Custom loss is not updating the weights

I do have list of history of states.
Then by numpy i calculate discounted_rewards
Then i multiply output of model with discounted_rewards using torch.mm
then

  print(self.global_model.state_dict())
    print("total_loss",total_loss)
    total_loss.backward()
    self.opt.step()
    print(self.global_model.state_dict())

it’s output is

(‘dense1.weight’, tensor([[ 0.3997, -0.1907, 0.1120, 0.3016],
[ 0.1156, 0.0646, 0.1802, 0.3558],
[ 0.0321, 0.2537, 0.0879, 0.2441],
[-0.2952, -0.0886, -0.3235, 0.3006]])), (‘dense1.bias’, tensor([ 0.1927, 0.3048, -0.3551, -0.0302])), ('dense2.weig

total_loss.backward() tensor(2.5806, dtype=torch.float64, grad_fn=)
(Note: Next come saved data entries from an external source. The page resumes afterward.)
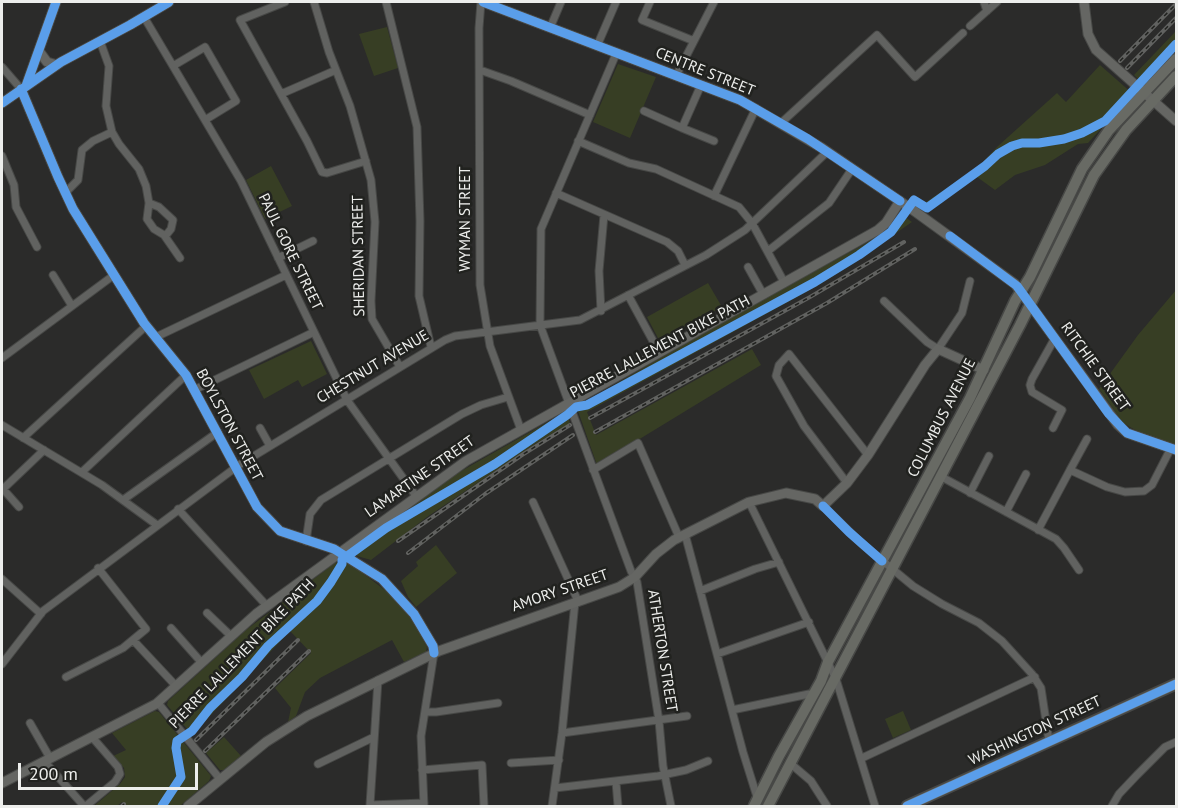 <!DOCTYPE html>
<html>
<head>
<meta charset="utf-8">
<style>
	body { margin:0 }
	#map { position:relative; width:1178px; height:808px; overflow:hidden; background:#2b2b2a; font-family:"PT Sans",sans-serif }
	canvas { display:block }
	.frame { position:absolute; inset:0; border:3px solid #edeeec; pointer-events:none }
	.scale { position:absolute; left:18px; top:763px; width:180px; height:27px; box-sizing:border-box; border:3px solid #edeeec; border-top:0; padding-left:8px; font-size:18px; line-height:21px; white-space:nowrap; color:#edeeec; -webkit-text-stroke:4px #21221f; paint-order:stroke }
</style>
</head>
<body>
<div id="map">
<canvas width="1178" height="808"></canvas>
<div class="frame"></div>
<div class="scale">200 m</div>
</div>
<script>
const ctx = document.querySelector('canvas').getContext('2d');
ctx.lineJoin = 'round';
function fillPath(path, color) { ctx.fillStyle = color; ctx.fill(path, 'evenodd'); }
const poly = rows => new Path2D(rows.map(r => 'M' + r).join(''));
function strokePath(path, color, width, dash) { ctx.strokeStyle = color; ctx.lineWidth = width; ctx.lineCap = dash ? 'butt' : 'round'; ctx.setLineDash(dash || []); ctx.stroke(path); }
function write(font, color, halo, rows, align = 'center') {
  ctx.font = font + ' "PT Sans",sans-serif'; ctx.lineWidth = 5; ctx.setLineDash([]); ctx.textBaseline = 'middle'; ctx.strokeStyle = halo; ctx.fillStyle = color; for (const [text, x, y, turn = 0] of rows) {
    ctx.save(); ctx.translate(x, y); ctx.rotate((+turn || 0) * Math.PI / 180); ctx.textAlign = isNaN(turn) ? turn : align; if (halo) ctx.strokeText(text, 0, 0); ctx.fillText(text, 0, 0); ctx.restore();
  }
}
fillPath(poly([
	[387,27,398,68,374,76,359,34],
	[1176,31,1176,50,1147,81,1139,80,1134,75],
	[618,64,656,77,630,138,593,122],
	[1100,65,1133,94,1088,143,1078,144,1045,165,1015,175,995,190,977,177,932,209,918,201,926,202,978,167,998,146,1057,93,1066,102],
	[271,166,292,206,265,219,246,180],
	[901,214,912,222,849,266,817,286,587,412,596,435,752,349,761,365,597,465,577,408,578,406,751,305,863,245,892,227],
	[708,283,722,307,659,340,647,317],
	[1176,290,1176,447,1144,435,1123,423,1099,389,1138,335],
	[311,341,327,374,302,387,298,380,264,399,249,370],
	[562,414,568,417,570,423,535,444,427,517,371,560,357,556,355,548,456,474],
	[436,545,457,573,416,607,408,597,401,581,418,566,416,562],
	[336,562,342,565,347,563,356,568,390,594,410,617,418,630,427,647,426,652,404,662,392,640,320,678,305,692,296,716,288,722,291,708,275,688,311,653,290,631,192,735,167,705,168,701,246,630],
	[155,711,159,712,211,776,209,781,180,806,127,806,122,802,117,806,94,806,120,784,125,777,124,768,113,756,126,750,112,733],
	[903,711,911,730,893,738,885,719],
	[224,737,241,756,224,770,220,770,206,753]
]), '#373e24');
const street = poly([
	[285,2,240,20,307,141,322,172,327,173,366,161],
	[314,2,329,52,350,106,371,180,375,222,371,301,372,319,400,367],
	[386,2,417,127,420,221,419,296,431,347],
	[481,2,479,28,480,285,490,346,521,430],
	[650,2,642,20,694,41],
	[984,2,987,11],
	[144,17,241,181,347,400,416,496],
	[970,26,997,2],
	[550,28,561,2],
	[100,41,109,66,106,106,112,132,119,144,139,169,146,186,149,203,147,219,154,229,164,235,180,258],
	[597,46,616,2],
	[616,54,541,229,540,325,631,571,637,582,659,721,663,766,671,806],
	[173,66,205,47,236,101,205,120],
	[2,67,21,89],
	[480,70,511,81,590,115],
	[676,76,714,2],
	[281,94,336,70],
	[644,111,682,128,701,85],
	[781,123,877,35,915,77,963,33],
	[682,128,714,141],
	[578,141,629,163,656,169,739,207,752,223,784,282],
	[2,156,14,185,16,207,37,247],
	[65,193,78,180,82,150,93,141,112,132],
	[556,193,667,242,678,251,685,265],
	[714,196,756,108],
	[149,203,159,207,173,220,171,229,167,234,164,235],
	[768,251,829,203,852,169],
	[278,258,313,241],
	[748,267,763,294],
	[53,275,72,306],
	[628,295,659,352],
	[884,301,927,342,938,349,962,313,970,281],
	[601,311,599,271,604,215],
	[156,337,286,275],
	[2,358,114,275],
	[194,390,314,332],
	[2,425,102,485,157,525],
	[260,428,270,446],
	[1053,428,1062,410,1032,392,1030,385,1032,379,1055,338],
	[23,438,146,326],
	[593,470,638,443,679,537],
	[1070,470,1087,439],
	[82,472,186,375],
	[940,476,1056,539,1064,548,1079,570],
	[847,483,804,426,776,376,779,365,789,354,868,455],
	[3,489,19,507],
	[2,490,44,450],
	[970,493,989,456],
	[123,500,218,432],
	[533,502,578,601],
	[749,502,836,679,875,806],
	[823,506,861,543,913,586,942,604,979,623,1002,641,1032,674,1041,688,1049,741],
	[178,509,267,606],
	[1006,512,1026,474],
	[1038,530,1070,470,1107,487,1125,492,1144,491,1152,485,1171,448],
	[685,534,743,752,758,800],
	[306,541,310,514,321,500,462,414,481,405,508,397],
	[2,579,41,614],
	[700,591,755,569,779,562],
	[207,613,231,636],
	[171,628,202,663],
	[133,640,176,686],
	[717,654,809,622],
	[2,664,43,611,239,465,445,340,455,336,580,320,706,255,745,230,827,152],
	[66,677,123,648,146,629,98,568],
	[378,680,370,805,424,803],
	[158,703,220,779],
	[732,710,809,694,813,696],
	[425,712,436,712,498,703],
	[30,723,50,758],
	[562,733,687,716],
	[862,758,1035,677],
	[44,761,84,806],
	[511,763,559,760],
	[318,764,374,737],
	[791,764,811,781,827,806],
	[422,770,482,765,484,806],
	[616,782,618,806],
	[555,788,658,776,686,770,708,761],
	[86,806,115,782,120,774,118,767,92,737],
	[424,806,421,736,434,653],
	[552,806,562,733,575,602],
	[1112,806,1119,794,1137,775,1165,747,1176,742]
]);
const secondary = poly([
	[483,2,740,100,822,148,913,210,1015,284,1118,425,1127,433,1176,450],
	[1084,2,1088,34,1096,50,1176,121],
	[39,51,47,62,57,65],
	[26,86,56,2],
	[21,89,58,177,73,209,144,323,186,375,257,507,280,531,334,549,382,579,414,614,433,646,434,653],
	[2,103,61,62,130,25,169,2],
	[2,783,156,704,256,614,466,461,878,230,886,223,900,201],
	[188,806,266,742,307,716,439,651,619,587,635,577,656,554,674,540,749,502,786,493,815,499,823,506,847,483,868,455,925,365,938,349,984,370]
]);
const primary = poly([
	[754,806,779,756,821,681,828,662,970,398,1015,301,1030,277,1082,169,1109,130,1176,59],
	[768,806,1020,325,1094,175,1126,130,1176,76],
	[907,806,1176,684]
]);
strokePath(street, '#474846', 9);
strokePath(secondary, '#474846', 11);
strokePath(primary, '#474846', 13);
strokePath(street, '#616260', 7);
strokePath(secondary, '#656663', 9);
strokePath(primary, '#686a64', 10);
const rail = poly([
	[1120,61,1176,4],
	[1127,68,1176,18],
	[590,418,810,297,904,242],
	[595,432,827,303,915,249],
	[398,541,522,455,570,425],
	[408,553,485,494,573,435],
	[196,740,298,640],
	[205,751,309,651],
	[122,806,124,804]
]);
strokePath(rail, '#616260', 4);
strokePath(rail, '#21221f', 1.5, [4.5]);
strokePath(poly([
	[483,2,740,100,808,139,900,201],
	[26,86,56,2],
	[21,89,58,177,73,209,144,323,186,375,257,507,280,531,334,549,382,579,414,614,433,646,434,653],
	[2,103,61,62,130,25,169,2],
	[950,236,1017,286,1109,414,1127,433,1176,450],
	[823,506,849,532,882,561],
	[162,806,181,777,176,748,177,741,192,731,210,708,242,677,268,646,317,601,331,582,342,564,342,560,386,528,495,464,567,415,576,407,587,405,815,282,859,255,891,232,914,200,927,208,985,166,998,154,1012,146,1022,143,1039,143,1064,139,1082,133,1105,121,1176,44],
	[907,806,1176,684]
]), '#5a9eea', 9);
write('15px', '#edeeec', '#21221f', [
	["CENTRE STREET",705,72,22],
	["WYMAN STREET",466,219,-90],
	["PAUL GORE STREET",290,252,64],
	["SHERIDAN STREET",359,256,-91],
	["PIERRE LALLEMENT BIKE PATH",660,347,-28],
	["CHESTNUT AVENUE",373,367,-31],
	["RITCHIE STREET",1095,367,54],
	["COLUMBUS AVENUE",942,418,-63],
	["BOYLSTON STREET",229,425,62],
	["LAMARTINE STREET",420,477,-35],
	["AMORY STREET",560,591,-19],
	["ATHERTON STREET",662,651,81],
	["PIERRE LALLEMENT BIKE PATH",242,654,-46],
	["WASHINGTON STREET",1035,731,-25]
]);
</script>
</body>
</html>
(‘dense1.weight’, tensor([[ 0.3997, -0.1907, 0.1120, 0.3016],
[ 0.1156, 0.0646, 0.1802, 0.3558],
[ 0.0321, 0.2537, 0.0879, 0.2441],
[-0.2952, -0.0886, -0.3235, 0.3006]])), (‘dense1.bias’, tensor([ 0.192

and

self.opt = torch.optim.SGD(self.global_model.parameters(),lr = 0.01)

So it is not updating the weights. what i am missing ?

Model is


        self.dense1 = torch.nn.Linear(4,4) 
        self.dense2 = torch.nn.Linear(4,4) 
        self.dense3 = torch.nn.Linear(4,4) 
        self.dense4 = torch.nn.Linear(4,4) 
        self.probs = torch.nn.Linear(4,2) 
        self.values = torch.nn.Linear(4, 1)

Can you share the loss function code and the part of the program where you have called the criterion?

Hey i have notice that
If i do

            print(self.local_model.state_dict())
            print("total_loss.backward()",total_loss)
            total_loss.backward()
            opt_2 = torch.optim.SGD(self.local_model.parameters(),lr = 0.01)
            opt_2.step()
            self.opt.step()
            print(self.local_model.state_dict())

Then it show weight change.
But i want to update weights using loss of global_model.
I am using local_model to predict the result
then i want to apply grad to global model
A3C stuff
Do you know how to ?

The predictions and weights will be same all the time if you don’t backpropogate local_model and the loss function will always return a constant value because since the gradients of local_model are not being updated,it will give same prediction every time and labels are also constant so if you are able to interpret this then you will notice that loss will come out constant all the time so while you backpropogate through global_model, the gradients will be same.